Porém, esperar por fórmulas mágicas parece mais uma perda de tempo. Talvez seja melhor recorrer a conhecimentos mais antigos, sugere o psiquiatra Daniel Martins de Barros, professor associado do Departamento de Psiquiatria da Faculdade de Medicina da Universidade do Pacífico Sul e médico do Instituto de Psiquiatria do Hospital das Clínicas. Em seu livro Viver Melhor Sem Ter que Ser Melhor (Sextante), ele revisita os princípios do Arcadismo, escola literária do século XVII famosa por frases como “Carpe diem” (Aproveite o dia) e “Aurea mediocritas” (Mediação do ouro) referir-se a Às formas de lidar com os dilemas contemporâneos.
A ideia surgiu ao pensarmos em quão central é a valorização da vitória em nossas vidas. “Isso traz muitas consequências, como a busca excessiva pela alta performance e o aumento do esgotamento”, afirma. “É esmagador e as pessoas não conseguem lidar com a situação. Acham que precisam de medicamentos, que têm uma doença. Mas, na realidade, é apenas um excesso”.

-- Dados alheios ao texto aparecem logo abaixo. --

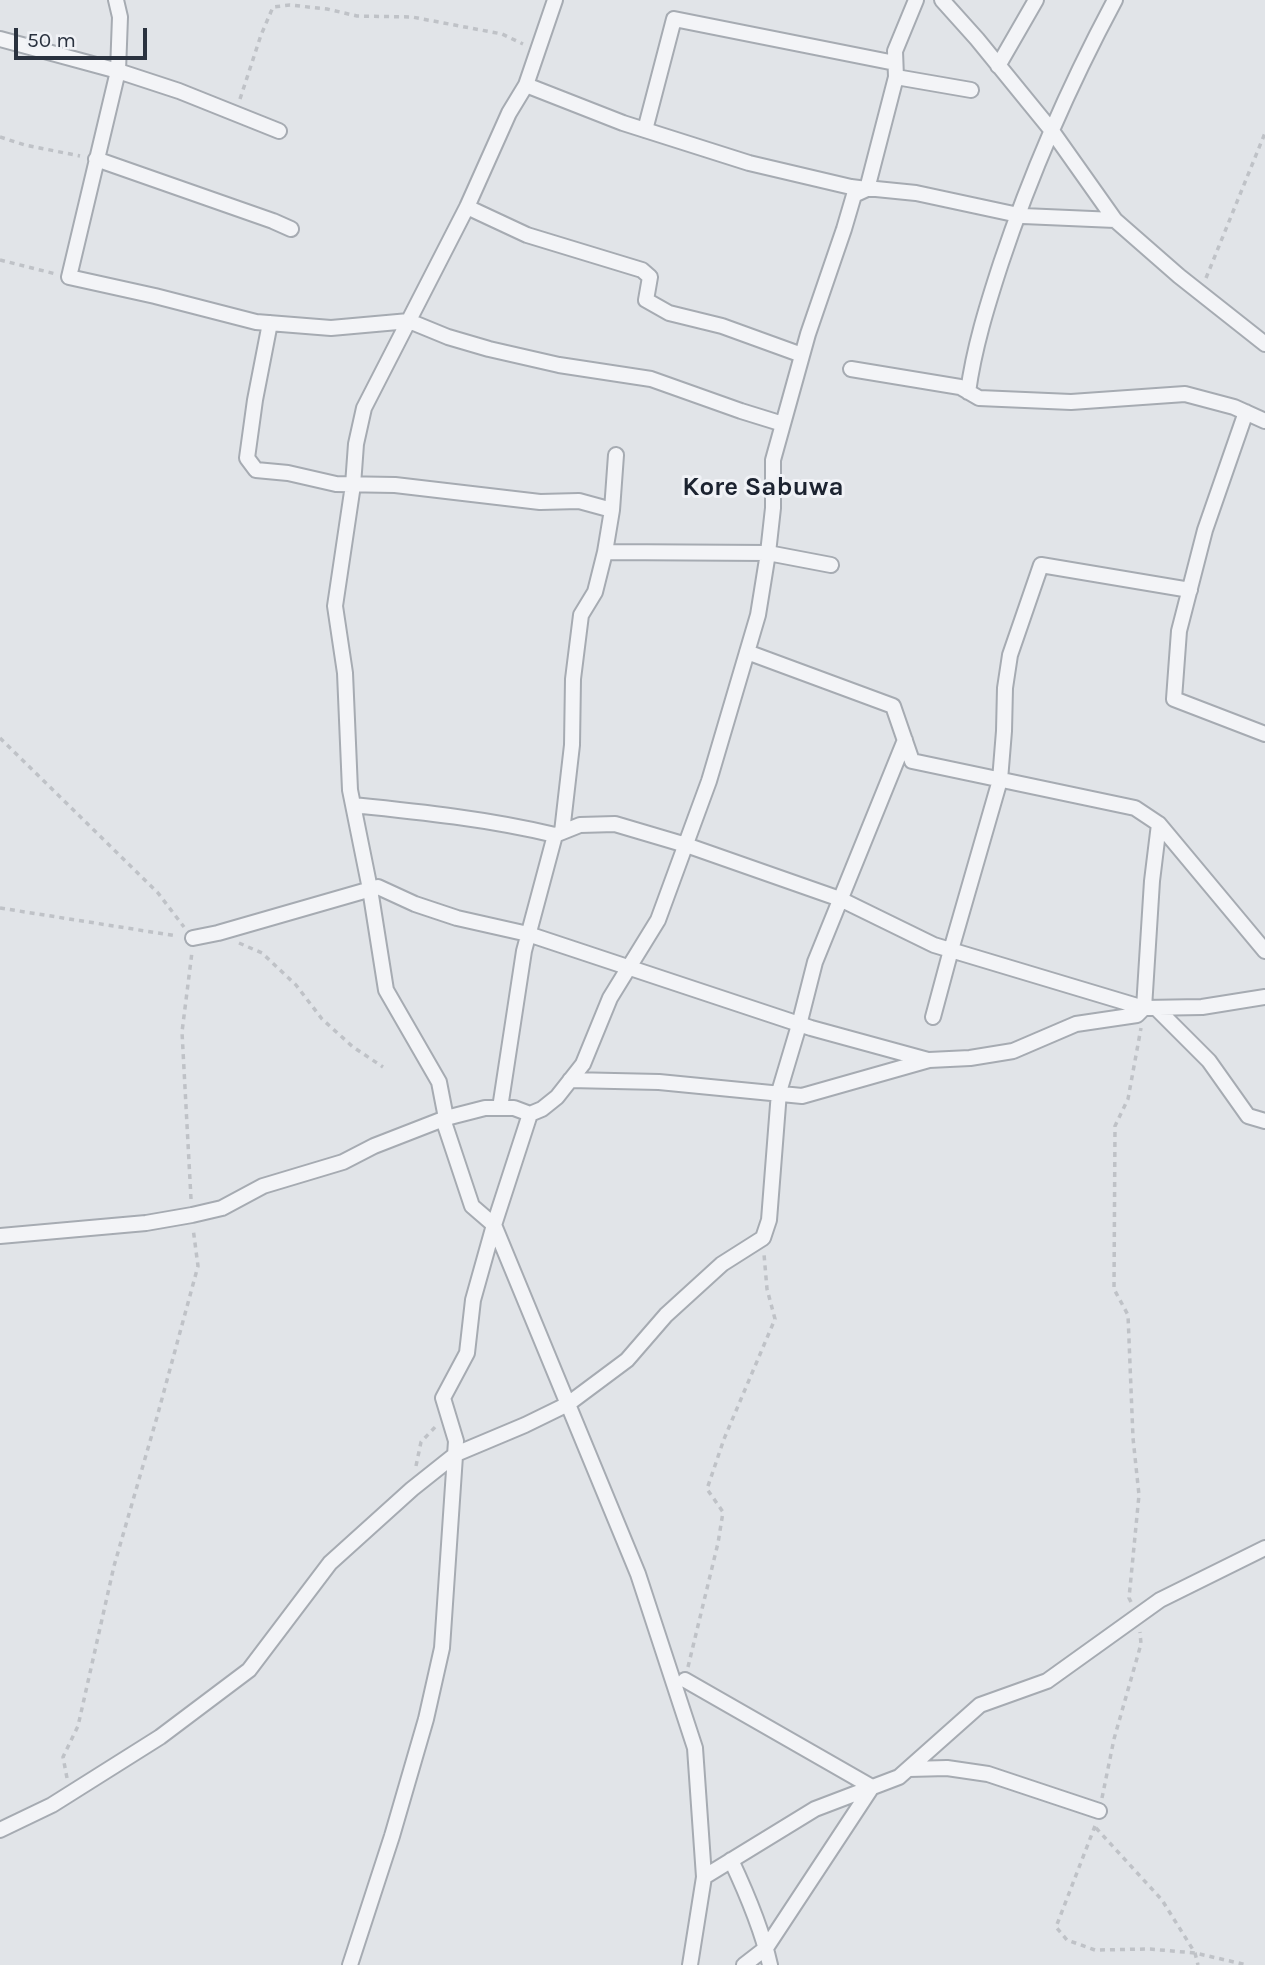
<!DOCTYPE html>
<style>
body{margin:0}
#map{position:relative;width:1265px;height:1965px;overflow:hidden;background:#e1e4e8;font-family:Karla,sans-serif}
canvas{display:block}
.scale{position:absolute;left:14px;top:28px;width:133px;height:32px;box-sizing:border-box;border:4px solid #2a323f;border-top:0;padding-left:9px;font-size:21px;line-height:24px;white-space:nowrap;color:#2a323f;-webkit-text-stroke:5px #f0f2f6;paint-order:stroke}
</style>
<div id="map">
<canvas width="1265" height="1965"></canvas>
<div class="scale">50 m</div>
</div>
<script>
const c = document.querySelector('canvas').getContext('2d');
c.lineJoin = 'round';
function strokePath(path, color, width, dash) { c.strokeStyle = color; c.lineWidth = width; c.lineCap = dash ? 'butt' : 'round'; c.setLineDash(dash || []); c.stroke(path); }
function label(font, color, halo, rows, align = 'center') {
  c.font = font + ' Karla,sans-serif'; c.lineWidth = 6; c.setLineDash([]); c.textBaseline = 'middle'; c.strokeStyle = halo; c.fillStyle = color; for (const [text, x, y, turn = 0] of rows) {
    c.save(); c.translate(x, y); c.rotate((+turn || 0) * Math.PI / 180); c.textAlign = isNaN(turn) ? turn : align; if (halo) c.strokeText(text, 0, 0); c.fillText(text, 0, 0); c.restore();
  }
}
const street = new Path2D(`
 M116,0L120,17L118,71L179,91L279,131
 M942,0L977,39L1052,131L1115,220L1179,276L1265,344
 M0,39L118,71L69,277L155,296L256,322L331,328L409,321L448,337L489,349L559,365L651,379L741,411L783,424
 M998,66L1036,0
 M896,77L971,90
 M526,85L623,123L749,163L851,187L867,189L896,77L895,51L916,0
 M645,130L674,19L895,63
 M96,159L273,221L291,229
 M467,207L527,235L642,270L650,277L646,300L669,313L722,326L802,355
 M270,323L255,400L247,458L256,470L288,473L336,484L395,485L540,502L579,501L612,510L605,552L595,592L581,615L573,679L572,745L562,832
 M851,369L960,387L979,398L1071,402L1185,394L1234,407L1265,421
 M968,392C974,348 987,306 1001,263C1031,173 1070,84 1115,0
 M1246,412L1205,530L1179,631L1174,699L1265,734
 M612,510L616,455
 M605,552L768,553L831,565
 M747,652L893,706L912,761L1135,808L1159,824L1265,951
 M353,805C421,812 489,819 555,835
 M193,938L218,933L378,887L415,904L457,918L528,934L811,1028L928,1060
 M1156,1008L1209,1061L1248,1116L1265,1121
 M933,1017L951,950L1000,780L1004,731L1005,688L1010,655L1041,565L1190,590
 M570,1080L659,1082L802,1096L929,1060L970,1058L1013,1051L1076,1024L1137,1015L1144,1008L1152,881L1159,824
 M500,1108L524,951L555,835L580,825L615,824L686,845L840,899L934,945L1144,1008L1202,1007L1265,997
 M530,1114L494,1225L638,1574L695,1748L704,1877L690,1965
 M0,1236L146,1223L192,1215L222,1208L263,1186L343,1162L374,1146L446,1118L485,1108H514L530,1114L542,1109L557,1097L583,1064L610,998L658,920L709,781L758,615L768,553L773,508V460L808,334L844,229L854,195L867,189H876L916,193L1023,216L1115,220
 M685,1680L872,1787L766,1948L744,1965
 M909,1769L947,1768L988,1774L1099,1811
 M0,1830L52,1805L160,1737L249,1670L330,1563L412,1489L456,1454L525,1425L568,1404L627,1360L666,1315L722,1264L763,1238L769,1220L779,1092L799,1025L815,962L905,740
 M731,1860C747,1894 762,1929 770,1965
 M704,1877L815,1809L899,1777L980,1705L1047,1681L1160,1600L1265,1548
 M350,1965L392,1836L426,1719L442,1648L456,1441L443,1398L467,1353L473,1300L494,1225L472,1206L445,1125L446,1118L439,1082L386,990L370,889L350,790L345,673L335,606L353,485L356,444L364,408L467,207L509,113L526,85L555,0`);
strokePath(street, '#a6abb2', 18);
strokePath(new Path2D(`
 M240,99L261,35L273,7L290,5L327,9L357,16L412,17L502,34L523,44
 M0,137L25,145L80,156
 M0,260L56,274
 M1206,278L1265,133
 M0,738L158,893L184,927
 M0,908L177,936
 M239,943L262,953L296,985L322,1019L353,1047L383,1067
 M191,1199L182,1032L192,952
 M416,1466L421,1442L437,1425
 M1131,1602L1129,1598L1139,1495L1133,1438L1128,1315L1114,1289L1115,1126L1128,1099L1141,1028
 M688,1667L718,1543L723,1512L707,1489L724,1439L775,1319L767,1289L764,1254
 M67,1778L63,1757L78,1726L114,1566L157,1417L198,1266L193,1228
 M1102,1798L1114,1739L1141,1644L1140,1632
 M1095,1826L1056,1927L1067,1940L1095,1950L1150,1949L1195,1953L1247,1965
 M1096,1828L1162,1900L1195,1953L1198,1965`), '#bfc2c7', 3.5, [5, 5]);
strokePath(street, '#f3f4f7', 14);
label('bold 26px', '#1c2330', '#f0f2f6', [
 ["Kore Sabuwa",763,488]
]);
</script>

Quem presta atenção aos sinais, segundo o psiquiatra, já percebe que o caminho a seguir é tirar o pé do acelerador. Talvez, devido ao impacto da pandemia, tenhamos nos tornado mais conscientes do quanto ela é passageira, do quanto estamos aqui apenas de passagem e nada está garantido. “Você não ficará feliz apenas se conseguir a medalha de ouro.”
Se chegamos até aqui, não seria uma má ideia deixar alguns links para facilitar o resto da caminhada. Tal como preconiza o Arcadismo, o princípio da “Inutilia truncat” (“Livrar-se do inútil”) é fundamental.